On admission to our institution, the girl looked acutely ill. She was severely pale, but afebrile and anicteric. She had no petechial or purpuric skin rashes, but had glossitis with areas of papules on the anterior two-thirds of the dorsum of the tongue. She had no gingival hypertrophy, but had significant peripheral lymphadenopathy and weighed 67% of the weight for her age. In addition, she had generalized abdominal pain and a soft, well-circumscribed tender mass located at the right iliac fossa was palpated and estimated to be 8 cm x 6 cm.

A full blood count showed severe hypochromic microcytic anemia, with a red blood cell count of 2.53 x 1012/L, packed cell volume of 9%, white blood cell count 9.4 x109/L, platelet cell count of 453 x 109/L, mean corpuscular volume of 48.6 fl, and a red cell distribution width of 23.7%. Iron studies could not be done because we lacked the facilities, but a bone marrow aspiration biopsy showed reduced bone marrow iron stores. A fecal occult blood test was positive for blood, but negative for culture, ova, or cysts. An abdominopelvic ultrasound showed the well-circumscribed mass at the right iliac fossa, and that was confirmed by a computed-tomographic scan (Figure 1).

An upper endoscopy revealed fundal and prepyloric erosions and reflux eosophagitis. Although findings from a sigmoidoscopy were normal, a histology of biopsied tissues showed features of chronic inflammation.

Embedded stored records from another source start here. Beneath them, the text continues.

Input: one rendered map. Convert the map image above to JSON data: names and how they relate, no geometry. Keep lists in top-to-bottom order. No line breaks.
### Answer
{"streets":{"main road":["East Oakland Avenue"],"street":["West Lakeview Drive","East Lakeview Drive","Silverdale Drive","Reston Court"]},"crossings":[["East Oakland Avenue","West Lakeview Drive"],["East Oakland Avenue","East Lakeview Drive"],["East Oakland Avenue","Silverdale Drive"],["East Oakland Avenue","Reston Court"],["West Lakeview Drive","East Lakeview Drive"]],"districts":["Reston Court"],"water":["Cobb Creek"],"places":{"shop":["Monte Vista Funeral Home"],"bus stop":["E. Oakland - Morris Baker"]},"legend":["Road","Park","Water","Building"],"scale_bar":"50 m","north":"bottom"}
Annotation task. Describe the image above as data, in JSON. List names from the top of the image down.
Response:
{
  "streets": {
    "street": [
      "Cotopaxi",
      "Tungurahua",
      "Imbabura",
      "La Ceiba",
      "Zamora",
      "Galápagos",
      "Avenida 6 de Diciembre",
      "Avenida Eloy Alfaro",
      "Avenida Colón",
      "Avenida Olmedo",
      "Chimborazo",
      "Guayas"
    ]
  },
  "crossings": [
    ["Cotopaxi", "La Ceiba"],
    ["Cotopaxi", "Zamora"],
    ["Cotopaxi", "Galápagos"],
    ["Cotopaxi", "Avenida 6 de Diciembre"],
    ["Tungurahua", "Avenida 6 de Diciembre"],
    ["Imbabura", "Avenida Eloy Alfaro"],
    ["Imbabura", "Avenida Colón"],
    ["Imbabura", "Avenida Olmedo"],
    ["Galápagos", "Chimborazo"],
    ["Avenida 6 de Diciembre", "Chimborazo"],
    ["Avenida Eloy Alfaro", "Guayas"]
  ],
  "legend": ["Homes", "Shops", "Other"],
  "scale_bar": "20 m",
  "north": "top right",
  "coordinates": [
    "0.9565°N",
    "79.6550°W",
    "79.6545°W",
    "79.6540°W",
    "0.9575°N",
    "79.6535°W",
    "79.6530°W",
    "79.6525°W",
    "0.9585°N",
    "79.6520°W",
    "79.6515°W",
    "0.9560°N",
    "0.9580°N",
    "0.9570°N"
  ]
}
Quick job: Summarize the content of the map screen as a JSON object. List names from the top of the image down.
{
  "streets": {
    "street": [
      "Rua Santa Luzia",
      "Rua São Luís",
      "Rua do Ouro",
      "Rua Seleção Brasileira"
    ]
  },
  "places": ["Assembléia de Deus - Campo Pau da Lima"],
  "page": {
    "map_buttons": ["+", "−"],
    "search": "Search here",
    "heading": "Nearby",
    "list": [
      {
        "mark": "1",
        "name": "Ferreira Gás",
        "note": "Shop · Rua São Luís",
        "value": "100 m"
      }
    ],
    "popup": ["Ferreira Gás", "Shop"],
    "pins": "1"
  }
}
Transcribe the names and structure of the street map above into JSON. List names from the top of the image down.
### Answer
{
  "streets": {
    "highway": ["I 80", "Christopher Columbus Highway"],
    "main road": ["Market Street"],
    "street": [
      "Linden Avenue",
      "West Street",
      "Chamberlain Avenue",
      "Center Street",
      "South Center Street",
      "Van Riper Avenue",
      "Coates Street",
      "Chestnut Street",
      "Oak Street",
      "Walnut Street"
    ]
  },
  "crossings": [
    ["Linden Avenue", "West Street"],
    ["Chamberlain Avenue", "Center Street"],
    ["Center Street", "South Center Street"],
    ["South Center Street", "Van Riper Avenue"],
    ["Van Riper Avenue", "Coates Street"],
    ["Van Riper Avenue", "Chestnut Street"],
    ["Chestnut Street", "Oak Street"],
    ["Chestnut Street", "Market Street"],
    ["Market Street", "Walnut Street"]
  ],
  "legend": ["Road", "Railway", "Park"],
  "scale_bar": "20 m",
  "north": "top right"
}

There was a delay in arriving at the final diagnosis because the patient’s family faced financial difficulties and some of the imaging procedures were not available at our institution. Other diagnoses that were entertained and managed in this case were iron deficiency anemia from peptic ulcer disease. Six weeks after her initial presentation to our institution, the patient had an exploratory laparotomy. The findings intra-operatively were those of a huge tumor involving the ascending colon measuring 16 x14 cm and extending to involve the cecum and mesenteric lymph nodes (Figure 2).

Kidneys, liver and spleen were macroscopically normal. An assessment of Duke’s stage 3C colon cancer was made and she had an extended radical hemicolectomy with anastomosis.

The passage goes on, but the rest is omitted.